A Pandora's Box of artistic collaborationReview
Just like the Raptors’ incredible teamwork that earned them a spot in the NBA Finals, FAWN Chamber Creative’s new opera-ballet, titled Pandora (seen May 24), is centred around collaboration. Instead of one composer, three joined forces to write the music. The audience also had a hand in the creative process, voting Kit Soden, David Storen, and Joseph Glaser three years ago as the selected composers. Pandora embodies FAWN’s quest to merge different artistic disciplines with dance, singing, chamber ensemble, technology, and visual arts all working together.
With fog and electric blue lighting added to the mix, there was a feeling of expectancy as though something was about to happen.
Arriving at what felt like a large furnished garage at 360 Geary Ave, I really was not sure what I was getting myself into. The entrance was cloaked with thick black curtains that reached ceiling-to-floor and a makeshift ticket booth was set up on one side. As I passed on to the “auditorium”, I was greeted with atmospheric music that made one feel like they had arrived at some sort of haunted house. The eerie music seemed to cycle through from being an unsettling background effect to a very prominent presence of electronic noise and intelligible whispers. With fog and electric blue lighting added to the mix, there was a feeling of expectancy as though something was about to happen.
Teiya Kasahara’s performance stood out from the other singers as she showcased masterful command and a powerful high range.
The performance began without any real announcement - the background music morphing into the forefront, lights dimming, and the projected Pandora’s box that had been orbiting endlessly dissipating from view. The entire production had a rather hypnotic effect with a front row of audience goers sitting cross-legged on mats, the lighting (Oz Weaver) circulating through numerous effects, and the accompanying ensemble shifting in and out of focus as the libretto by David James Brock both puzzled and engaged the audience.
As the painter, a lover, and a woman at a grave, Teiya Kasahara’s performance stood out from the other singers as she showcased masterful command and a powerful high range. She brought depth and a penetrating quality to her singing, while maintaining a refined tone. Jonathan MacArthur offered a captivating presence, yet his vibrato was sometimes too much - over dominating the pitches and detracting from his expression. Aaron Paul Durand, as an officer and a man dying, seemed uncomfortable throughout Act I with shifting eyes darting across the stage and into the audience numerous times.
Dancer Jennifer Nichols, a painting, a lover, and a young woman, matched Kasahara in terms of excellence in execution; the two performers were really what brought the entire performance together. Nichols’ movements were supple and fluid, her gaze piercing, and her choreography sometimes bird-like with graceful flapping arms and a foot swiping along the floor and then lifting upwards repeatedly - creating a hypnotic rhythm along the floor.
Glaser’s score called upon electric guitar and a hair-raising cello part as well as extended piano techniques that sounded like metal nails scratching against the wire strings.
Kudos to Amanda Smith (stage direction) for achieving a memorable collaboration between Nichols and Kasahara in Act I. The dancer-singer duet was quite sensuous: Nichols poised like a figurine in a music box, arms overhead and the backs of her hands touching, standing behind a transparent mountain while, standing on the audience side, Kasahara gilded her paintbrush along the outline of Nichols’ shadow.

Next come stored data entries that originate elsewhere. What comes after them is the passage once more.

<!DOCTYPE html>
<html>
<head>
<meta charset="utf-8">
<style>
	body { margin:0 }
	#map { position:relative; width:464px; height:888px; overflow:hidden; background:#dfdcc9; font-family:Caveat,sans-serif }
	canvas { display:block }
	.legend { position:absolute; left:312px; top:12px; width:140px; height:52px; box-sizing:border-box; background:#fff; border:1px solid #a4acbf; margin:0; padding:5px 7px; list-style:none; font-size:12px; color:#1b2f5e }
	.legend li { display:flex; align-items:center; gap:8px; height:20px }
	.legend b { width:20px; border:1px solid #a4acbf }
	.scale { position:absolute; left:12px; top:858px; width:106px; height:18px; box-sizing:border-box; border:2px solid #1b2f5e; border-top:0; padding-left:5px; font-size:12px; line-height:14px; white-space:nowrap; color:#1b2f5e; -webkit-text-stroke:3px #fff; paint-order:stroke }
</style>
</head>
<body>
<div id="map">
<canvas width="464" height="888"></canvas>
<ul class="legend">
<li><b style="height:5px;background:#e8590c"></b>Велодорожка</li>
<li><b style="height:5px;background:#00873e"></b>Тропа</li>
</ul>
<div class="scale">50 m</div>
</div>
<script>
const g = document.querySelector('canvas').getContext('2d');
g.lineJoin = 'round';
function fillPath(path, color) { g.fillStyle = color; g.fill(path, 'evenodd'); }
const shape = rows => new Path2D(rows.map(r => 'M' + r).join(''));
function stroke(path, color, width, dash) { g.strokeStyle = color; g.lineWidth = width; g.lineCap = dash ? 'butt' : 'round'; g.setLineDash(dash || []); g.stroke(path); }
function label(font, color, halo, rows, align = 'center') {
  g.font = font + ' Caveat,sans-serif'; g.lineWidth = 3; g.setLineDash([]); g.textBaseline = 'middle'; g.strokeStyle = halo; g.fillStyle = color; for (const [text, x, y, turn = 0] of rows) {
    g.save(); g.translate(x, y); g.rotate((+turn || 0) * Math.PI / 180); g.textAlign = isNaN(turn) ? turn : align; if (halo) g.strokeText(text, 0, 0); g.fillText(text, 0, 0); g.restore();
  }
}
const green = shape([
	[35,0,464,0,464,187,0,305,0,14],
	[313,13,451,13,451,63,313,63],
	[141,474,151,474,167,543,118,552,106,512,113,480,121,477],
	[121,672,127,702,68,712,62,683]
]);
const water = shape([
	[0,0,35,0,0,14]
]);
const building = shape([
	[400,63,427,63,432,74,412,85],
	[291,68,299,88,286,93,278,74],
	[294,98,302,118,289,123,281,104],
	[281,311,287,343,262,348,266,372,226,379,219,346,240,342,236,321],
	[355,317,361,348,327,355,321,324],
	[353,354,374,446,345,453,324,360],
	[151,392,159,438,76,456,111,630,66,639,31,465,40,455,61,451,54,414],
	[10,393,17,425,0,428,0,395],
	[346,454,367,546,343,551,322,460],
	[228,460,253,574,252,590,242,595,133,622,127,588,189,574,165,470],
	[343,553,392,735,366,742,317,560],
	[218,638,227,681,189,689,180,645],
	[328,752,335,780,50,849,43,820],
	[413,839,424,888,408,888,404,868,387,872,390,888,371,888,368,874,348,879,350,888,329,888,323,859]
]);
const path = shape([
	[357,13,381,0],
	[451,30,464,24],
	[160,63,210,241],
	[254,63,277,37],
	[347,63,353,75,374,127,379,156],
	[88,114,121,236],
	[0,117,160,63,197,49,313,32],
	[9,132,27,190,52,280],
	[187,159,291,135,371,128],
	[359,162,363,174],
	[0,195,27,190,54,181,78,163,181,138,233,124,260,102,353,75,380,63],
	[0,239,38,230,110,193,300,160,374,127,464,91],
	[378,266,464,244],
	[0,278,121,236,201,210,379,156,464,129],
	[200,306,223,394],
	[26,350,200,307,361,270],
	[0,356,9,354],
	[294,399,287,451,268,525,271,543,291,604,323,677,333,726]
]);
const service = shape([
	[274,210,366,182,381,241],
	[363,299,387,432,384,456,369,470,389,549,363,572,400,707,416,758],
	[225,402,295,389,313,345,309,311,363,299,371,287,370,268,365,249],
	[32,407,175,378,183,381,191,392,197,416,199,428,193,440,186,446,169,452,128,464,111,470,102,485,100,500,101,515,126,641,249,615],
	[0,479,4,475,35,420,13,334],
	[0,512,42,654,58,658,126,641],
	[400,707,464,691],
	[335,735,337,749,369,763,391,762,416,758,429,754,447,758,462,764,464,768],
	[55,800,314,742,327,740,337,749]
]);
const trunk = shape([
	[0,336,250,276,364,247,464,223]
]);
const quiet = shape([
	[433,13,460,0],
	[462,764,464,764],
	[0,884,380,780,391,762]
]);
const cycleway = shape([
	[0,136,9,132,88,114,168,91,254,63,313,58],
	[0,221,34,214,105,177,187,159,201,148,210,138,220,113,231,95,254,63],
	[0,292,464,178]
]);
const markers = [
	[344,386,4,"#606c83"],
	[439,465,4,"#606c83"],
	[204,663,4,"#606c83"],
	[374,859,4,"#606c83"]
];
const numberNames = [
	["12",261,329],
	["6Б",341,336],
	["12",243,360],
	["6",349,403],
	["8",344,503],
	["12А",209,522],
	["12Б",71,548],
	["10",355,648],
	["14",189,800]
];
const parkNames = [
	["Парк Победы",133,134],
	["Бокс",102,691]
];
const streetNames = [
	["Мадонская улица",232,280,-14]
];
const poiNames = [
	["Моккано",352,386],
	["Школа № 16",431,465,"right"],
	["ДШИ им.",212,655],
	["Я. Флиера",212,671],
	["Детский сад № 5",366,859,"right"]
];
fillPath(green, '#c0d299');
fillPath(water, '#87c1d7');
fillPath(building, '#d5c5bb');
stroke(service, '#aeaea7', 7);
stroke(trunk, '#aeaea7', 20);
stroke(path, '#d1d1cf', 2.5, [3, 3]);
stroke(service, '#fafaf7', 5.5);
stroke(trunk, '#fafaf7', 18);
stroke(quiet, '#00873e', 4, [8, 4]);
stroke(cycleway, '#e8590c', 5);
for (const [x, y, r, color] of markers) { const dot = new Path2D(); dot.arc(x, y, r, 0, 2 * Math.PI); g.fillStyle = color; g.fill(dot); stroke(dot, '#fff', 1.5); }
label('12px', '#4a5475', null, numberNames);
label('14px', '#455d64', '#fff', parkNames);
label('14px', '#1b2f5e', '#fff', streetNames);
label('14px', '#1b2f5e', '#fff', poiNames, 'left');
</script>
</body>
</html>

Act III, Daffodil, brought an appropriate flavour of springtime into the production with projections of sunny daffodils, and a dainty sequined one-piece costume for Nichols (Tosca Delfino, Costume Design). Yet all was not flowers and sunshine - Glaser’s score called upon electric guitar and a hair-raising cello part as well as extended piano techniques that sounded like metal nails scratching against the wire strings. A dying man dressed in a bubble wrap hospital gown gasping for breath (Durand) and a distressed woman at a grave (Kasahara) join Nichols and her pas-de-deux partner, Tyler Gledhill, on stage.

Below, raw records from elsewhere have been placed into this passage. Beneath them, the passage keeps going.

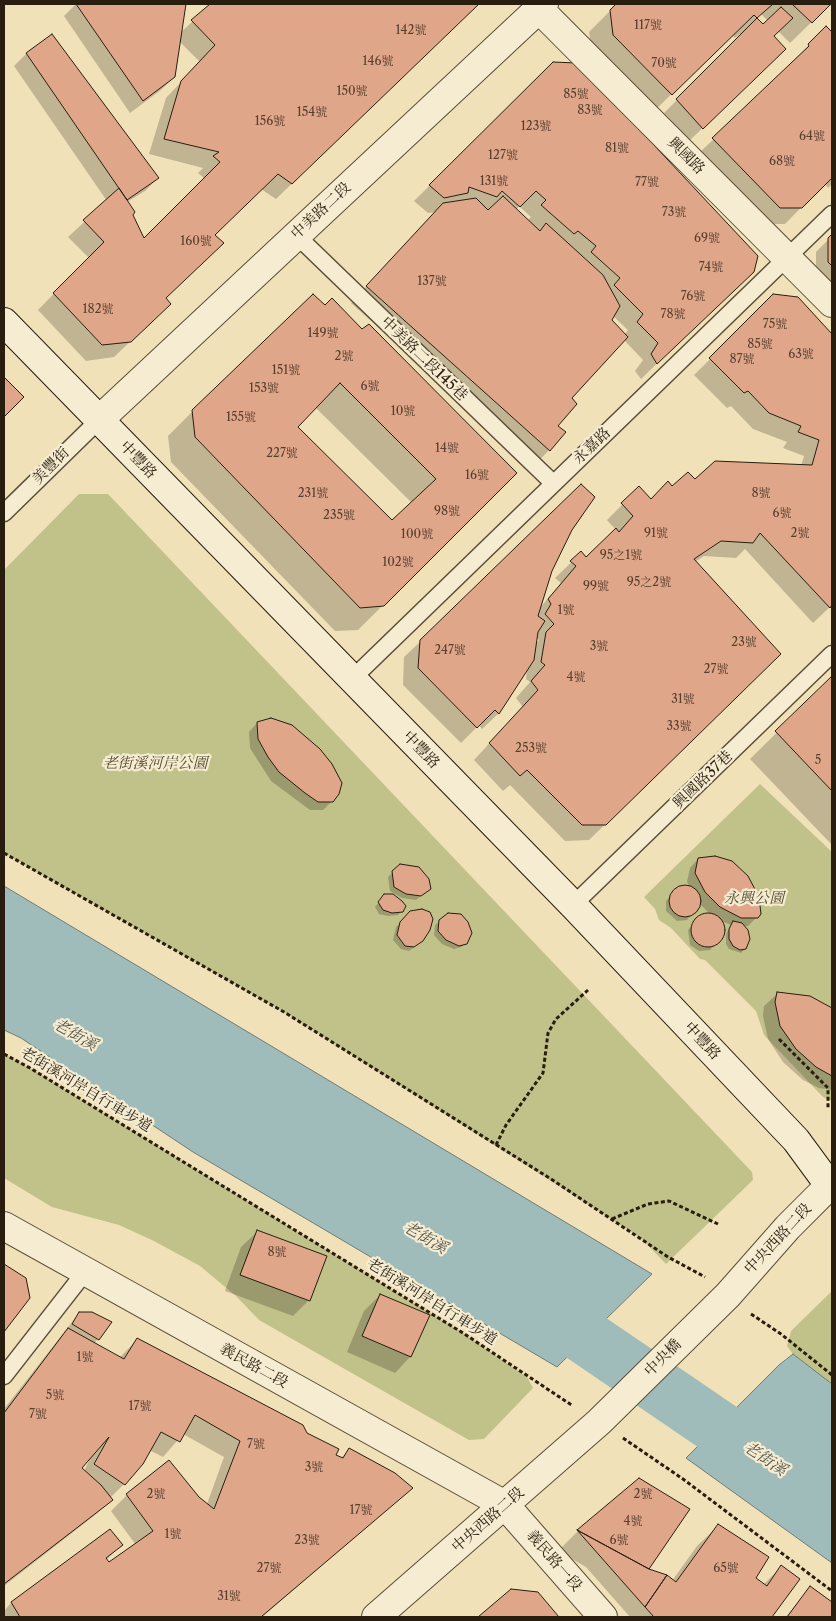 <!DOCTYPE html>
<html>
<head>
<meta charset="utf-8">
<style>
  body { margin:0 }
  #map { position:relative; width:836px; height:1621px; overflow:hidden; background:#f1e1b8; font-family:"Libre Caslon Text",serif }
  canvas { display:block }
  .frame { position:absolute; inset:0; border:5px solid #281d0e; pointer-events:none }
</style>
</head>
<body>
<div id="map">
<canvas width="836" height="1621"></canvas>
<div class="frame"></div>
</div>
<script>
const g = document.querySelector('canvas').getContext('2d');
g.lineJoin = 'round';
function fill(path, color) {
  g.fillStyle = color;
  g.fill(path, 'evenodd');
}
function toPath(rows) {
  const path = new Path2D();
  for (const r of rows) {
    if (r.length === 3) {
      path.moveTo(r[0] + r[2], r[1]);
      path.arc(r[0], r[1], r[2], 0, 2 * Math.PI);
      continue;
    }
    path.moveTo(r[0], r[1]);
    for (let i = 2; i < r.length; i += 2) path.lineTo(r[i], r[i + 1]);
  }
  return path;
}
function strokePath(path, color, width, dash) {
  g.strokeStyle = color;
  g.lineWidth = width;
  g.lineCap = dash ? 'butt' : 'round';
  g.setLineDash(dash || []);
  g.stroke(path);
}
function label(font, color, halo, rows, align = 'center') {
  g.font = font + ' "Libre Caslon Text","Noto Serif TC",serif';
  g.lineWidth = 4.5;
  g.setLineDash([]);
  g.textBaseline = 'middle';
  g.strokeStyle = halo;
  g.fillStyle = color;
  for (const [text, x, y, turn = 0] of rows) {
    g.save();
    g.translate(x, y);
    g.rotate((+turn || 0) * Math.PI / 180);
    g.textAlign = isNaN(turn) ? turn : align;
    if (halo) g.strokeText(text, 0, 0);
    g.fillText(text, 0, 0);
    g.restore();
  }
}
fill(toPath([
  [79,494,108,494,752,1172,753,1180,666,1264,641,1238,284,1012,4,853,4,570],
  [760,784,832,852,832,1101,823,1097,764,1035,756,1011,705,960,700,959,671,928,659,920,655,909,644,897],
  [4,1054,30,1068,463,1333,527,1377,533,1388,484,1439,469,1440,259,1320,236,1296,200,1266,154,1241,119,1225,52,1207,4,1178],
  [832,1291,832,1384,793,1354,787,1346,791,1331]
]), '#c1c18a');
const water = toPath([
  [4,886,652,1274,557,1367,193,1152,21,1038,4,1030,4,886],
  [793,1354,832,1384,832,1563,686,1458,779,1365,793,1354]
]);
fill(water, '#9fbbba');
strokePath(water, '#6f7c75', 1);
fill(toPath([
  [76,4,185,4,181,32,212,4,477,4,276,199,261,189,213,235,165,298,154,319,114,357,86,361,38,310,89,258,68,237,107,201,14,66,26,54,52,36,158,178,145,191,127,202,143,240,205,179,198,173,203,168,149,154,166,98,200,62,179,41,174,77,161,90,130,113,64,16],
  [617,4,830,4,790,43,778,31,773,36,772,62,690,140,664,113,741,36,740,34,735,38,732,35,650,115,593,56,589,32],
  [761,14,768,21,763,26,756,19],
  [826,28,832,34,832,184,828,188,825,183,785,224,764,224,697,155,794,63,793,61],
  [553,64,736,287,641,379,635,371,643,360,624,340,570,398,556,426,549,450,534,466,351,303,436,212,428,213,414,201],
  [519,206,531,217,527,221,516,210],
  [613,316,628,330,624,335,611,320],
  [832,236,832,291,816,275,816,252],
  [774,296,797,298,832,336,832,605,813,623,745,549,736,558,704,556,695,562,780,654,589,840,565,841,510,785,503,791,474,760,523,707,516,698,530,682,526,679,527,671,498,714,482,729,479,725,461,743,403,685,404,657,421,641,571,529,550,570,539,609,561,583,555,578,581,553,586,559,616,530,607,520,639,488,651,500,672,488,695,481,801,466,804,456,783,448,787,442,753,429,731,406,727,408,694,375],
  [536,637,539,640,535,645],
  [325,307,362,331,516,473,358,630,335,631,171,462,168,436,193,411],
  [315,407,412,503,392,521,296,427],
  [832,678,832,845,750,759],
  [257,723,332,801,323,810,310,810,271,781,250,748,249,732],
  [698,859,757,917,748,926,743,926,745,949,741,953,729,949,726,944,726,934,731,925,719,920,724,927,722,937,710,950,699,951,690,945,688,930,699,917,710,914,700,904,687,920,677,921,666,911,666,901,673,893,677,888,689,886,687,882,690,868],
  [400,865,429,889,416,900,402,898,390,891,388,877],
  [381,900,402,911,398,915,388,916,379,914,375,907],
  [410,913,417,945,409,951,401,949,393,940,396,927],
  [440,921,466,943,461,947,454,949,442,944,434,935,435,925],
  [777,994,809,997,832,1010,832,1090,819,1088,803,1080,783,1062,768,1039,763,1016,764,1006],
  [257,1232,309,1300,293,1316,225,1291,241,1247],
  [4,1266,25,1278,29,1297,4,1330],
  [380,1295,428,1316,410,1357,395,1373,347,1352,364,1311],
  [79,1313,110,1323,94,1344,119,1358,137,1340,306,1434,335,1456,340,1459,349,1450,412,1488,262,1617,4,1617,4,1611,11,1603,110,1530,121,1545,106,1560,108,1564,136,1545,111,1511,127,1495,199,1498,207,1504,224,1457,183,1434,163,1457,149,1450,124,1484,110,1498,111,1500,95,1515,4,1586,4,1409],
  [91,1457,84,1471,80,1468],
  [718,1526,754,1578,763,1585,781,1567,798,1580,770,1617,630,1617,586,1567,558,1551,578,1531,672,1581,697,1546],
  [810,1588,832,1604,832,1617,786,1617],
  [511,1590,537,1593,558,1617,480,1617]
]), '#0003');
strokePath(toPath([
  [525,1296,832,1505]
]), '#9fbbba', 55);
const building = toPath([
  [76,4,186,4,175,77,143,101,76,4],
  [210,4,479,4,292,184,278,174,215,235,224,243,166,298,171,304,131,342,102,345,53,293,104,242,83,220,119,188,135,212,133,215,144,238,220,162,213,156,219,152,164,139,181,81,215,45,191,20,210,4],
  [616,4,773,4,757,18,754,15,672,95,613,35,610,10,616,4],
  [792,4,831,4,812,23,792,4],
  [781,7,793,18,774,36,786,49,703,129,676,99,757,18,763,24,781,7],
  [826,26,832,32,832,178,802,208,780,208,712,138,809,46,808,44,826,26],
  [52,34,159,178,127,200,26,53,52,34],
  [553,62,577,63,758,256,754,272,657,364,651,354,658,343,637,322,643,314,614,285,620,278,591,252,596,246,578,231,574,234,541,205,546,200,536,191,520,207,502,191,497,197,469,187,468,193,444,198,429,185,553,62],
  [503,196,540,231,546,223,603,275,620,306,612,320,628,337,572,398,577,404,558,426,566,432,550,451,366,286,443,203,476,198,488,210,503,196],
  [832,234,832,266,828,262,828,238,832,234],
  [313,294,325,305,332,298,362,329,369,324,517,473,384,606,360,608,195,437,192,410,313,294],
  [340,383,436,479,392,520,298,427,340,383],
  [773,294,798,297,832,334,832,605,830,608,760,533,753,543,721,541,694,559,781,654,606,825,582,825,527,770,520,776,489,743,538,690,531,681,545,665,541,662,546,632,554,624,545,614,551,604,548,599,576,566,570,561,581,551,586,557,616,528,619,532,633,516,621,503,639,486,651,499,668,481,672,486,688,472,695,479,715,461,812,465,819,440,798,432,801,426,769,413,748,391,744,393,709,358,773,294],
  [4,377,24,397,4,417,4,377],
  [581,484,595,497,572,530,552,571,538,616,545,621,538,632,534,660,499,714,495,710,477,728,418,668,420,640,581,484],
  [832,676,832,791,775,731,832,676],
  [271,718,292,725,320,749,332,764,342,783,339,794,333,802,318,802,305,793,279,772,268,757,258,739,257,722,271,718],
  [715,856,732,861,748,876,759,897,761,914,758,918,741,918,720,907,705,892,695,873,698,858,715,856],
  [400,864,419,867,429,879,431,889,421,896,406,894,394,887,392,871,400,864],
  [685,901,16],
  [384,894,393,894,402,901,406,906,403,912,392,913,383,910,378,902,384,894],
  [422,909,430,912,433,919,430,930,423,941,414,947,405,946,397,935,400,922,410,911,422,909],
  [708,930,17],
  [448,913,461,914,468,922,472,933,467,944,459,946,446,940,438,931,439,920,448,913],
  [733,921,742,923,748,930,750,939,746,949,740,950,733,946,729,939,729,929,733,921],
  [777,992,810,996,832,1008,832,1076,816,1067,796,1049,780,1026,775,1002,777,992],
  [257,1230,327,1256,310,1301,240,1275,257,1230],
  [4,1264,26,1278,30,1298,4,1332,4,1264],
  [380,1294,430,1315,411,1357,362,1336,380,1294],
  [79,1312,92,1312,112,1322,99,1340,72,1324,79,1312],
  [68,1328,124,1359,137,1338,303,1425,307,1433,339,1449,336,1455,343,1458,349,1448,395,1473,413,1488,261,1617,20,1617,11,1602,110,1529,123,1545,106,1558,109,1562,153,1531,126,1494,169,1460,199,1497,214,1509,240,1441,195,1415,180,1442,161,1432,143,1464,125,1485,94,1464,109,1437,82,1468,101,1485,113,1500,4,1584,4,1413,68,1328],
  [639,1478,690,1509,649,1569,577,1530,639,1478],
  [718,1524,769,1557,756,1578,767,1586,781,1565,800,1579,772,1617,654,1617,645,1607,667,1575,676,1582,718,1524],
  [577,1530,649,1569,667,1575,645,1607,577,1530],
  [810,1586,832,1602,832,1617,787,1617,810,1586],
  [511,1589,538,1592,559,1617,478,1617,511,1589]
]);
fill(building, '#e0a68a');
strokePath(building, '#281d0e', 1);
const service = toPath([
  [295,234,553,483],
  [4,513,99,420],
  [352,679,832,214],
  [573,905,832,654],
  [4,1376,85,1272]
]);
const minor = toPath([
  [539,9,832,303],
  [99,420,544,4],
  [376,1617,599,1422,728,1295,788,1227,832,1183]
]);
const tertiary = toPath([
  [4,1226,505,1505,603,1617]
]);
const secondary = toPath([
  [4,322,573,905,796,1140,832,1189]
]);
strokePath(service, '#5a4e38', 19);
strokePath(minor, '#5a4e38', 30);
strokePath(tertiary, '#5a4e38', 30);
strokePath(secondary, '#281d0e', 30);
strokePath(toPath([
  [4,853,284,1012,551,1179,668,1257,705,1277],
  [779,1039,828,1088,828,1108],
  [4,1054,30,1068,463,1333,573,1406],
  [496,1145,506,1125,543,1073,548,1033,556,1019,588,990],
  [612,1219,648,1204,669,1201,718,1224],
  [751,1314,781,1334,832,1375],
  [623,1438,683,1479,832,1591]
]), '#281d0e', 3, [4, 2.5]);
strokePath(service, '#f6ecd1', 16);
strokePath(minor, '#f6ecd1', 28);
strokePath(tertiary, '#f6ecd1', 28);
strokePath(secondary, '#f6ecd1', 28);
label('12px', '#563f2d', null, [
  ["117號",648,26],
  ["142號",411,31],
  ["146號",378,62],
  ["70號",664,64],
  ["150號",352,92],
  ["85號",576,95],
  ["83號",590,111],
  ["154號",312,113],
  ["156號",270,122],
  ["123號",536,127],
  ["64號",812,137],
  ["81號",617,149],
  ["127號",503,156],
  ["68號",782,162],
  ["131號",494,182],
  ["77號",647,183],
  ["73號",674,213],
  ["69號",707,239],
  ["160號",196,242],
  ["74號",711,268],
  ["137號",432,282],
  ["76號",693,297],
  ["182號",98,310],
  ["78號",673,315],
  ["75號",775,325],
  ["149號",323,334],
  ["85號",760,345],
  ["63號",801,355],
  ["2號",344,357],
  ["87號",742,360],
  ["151號",286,371],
  ["6號",370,387],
  ["153號",264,389],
  ["10號",403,412],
  ["155號",241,418],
  ["14號",447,449],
  ["227號",282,454],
  ["16號",477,476],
  ["231號",313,494],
  ["8號",761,494],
  ["98號",447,512],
  ["6號",782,514],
  ["235號",339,516],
  ["91號",656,534],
  ["2號",800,534],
  ["100號",417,535],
  ["95之1號",621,556],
  ["102號",398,563],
  ["95之2號",649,583],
  ["99號",596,587],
  ["1號",566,611],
  ["23號",744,643],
  ["3號",599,647],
  ["247號",450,651],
  ["27號",716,670],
  ["4號",576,678],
  ["31號",683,700],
  ["33號",679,727],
  ["253號",531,749],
  ["5",818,761],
  ["8號",277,1253],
  ["1號",85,1358],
  ["5號",55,1396],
  ["17號",140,1407],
  ["7號",38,1415],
  ["7號",256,1445],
  ["3號",314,1468],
  ["2號",156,1495],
  ["2號",643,1495],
  ["17號",361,1511],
  ["4號",633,1522],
  ["1號",173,1535],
  ["23號",307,1541],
  ["6號",619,1541],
  ["27號",269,1569],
  ["65號",726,1569],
  ["31號",229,1597]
]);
label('15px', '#281d0e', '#f6ecd1', [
  ["興國路",686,156,45],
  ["中美路二段",321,211,-43],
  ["中美路二段145巷",424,359,44],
  ["永嘉路",592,446,-44],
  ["中豐路",138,460,46],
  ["美豐街",51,466,-45],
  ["中豐路",421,750,46],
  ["興國路37巷",703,780,-44],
  ["中豐路",702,1041,47],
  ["老街溪河岸自行車步道",86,1090,31],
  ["中央西路二段",778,1239,-47],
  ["老街溪河岸自行車步道",432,1302,32],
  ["中央橋",663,1358,-45],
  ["義民路二段",254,1366,29],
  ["中央西路二段",488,1520,-41],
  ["義民路一段",554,1561,49]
]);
label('italic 15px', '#564e33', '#f6ecd1', [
  ["老街溪河岸公園",155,764],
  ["永興公園",754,899]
]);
label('italic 16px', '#52544a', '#f6ecd1', [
  ["老街溪",75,1035,30],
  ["老街溪",425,1238,30],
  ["老街溪",765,1459,34]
]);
</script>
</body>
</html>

Where traditional, large productions see primarily white haired audience members, FAWN appears to be succeeding in garnering a diverse audience.
Storen, Glaser, and Soden’s teamwork resulted in a score that really is like a Pandora’s box. It is a complex kaleidoscope of sound worlds with flavours of new-age, atonal, and modernist experimental styles. What perhaps may have allowed the whole work even greater satisfaction for the audience would have been a recurring motif threaded throughout or a release into a tonal, melodic sphere for even just a moment or two.
FAWN notes their objective of expanding the audience for Canadian classical music. Where traditional, large productions see primarily white haired audience members, FAWN appears to be succeeding in garnering a diverse audience. Looking around me as I left the “furnished garage” venue, the average audience age seemed to be young adults of the edgy, artistic, new-age kind (think short square bob hair styles and ripped jeans). While the organization still seems to be in the growing stages, with sets and costumes feeling a bit like a work-in-progress, the creative ideas are there with much potential for future growth and success.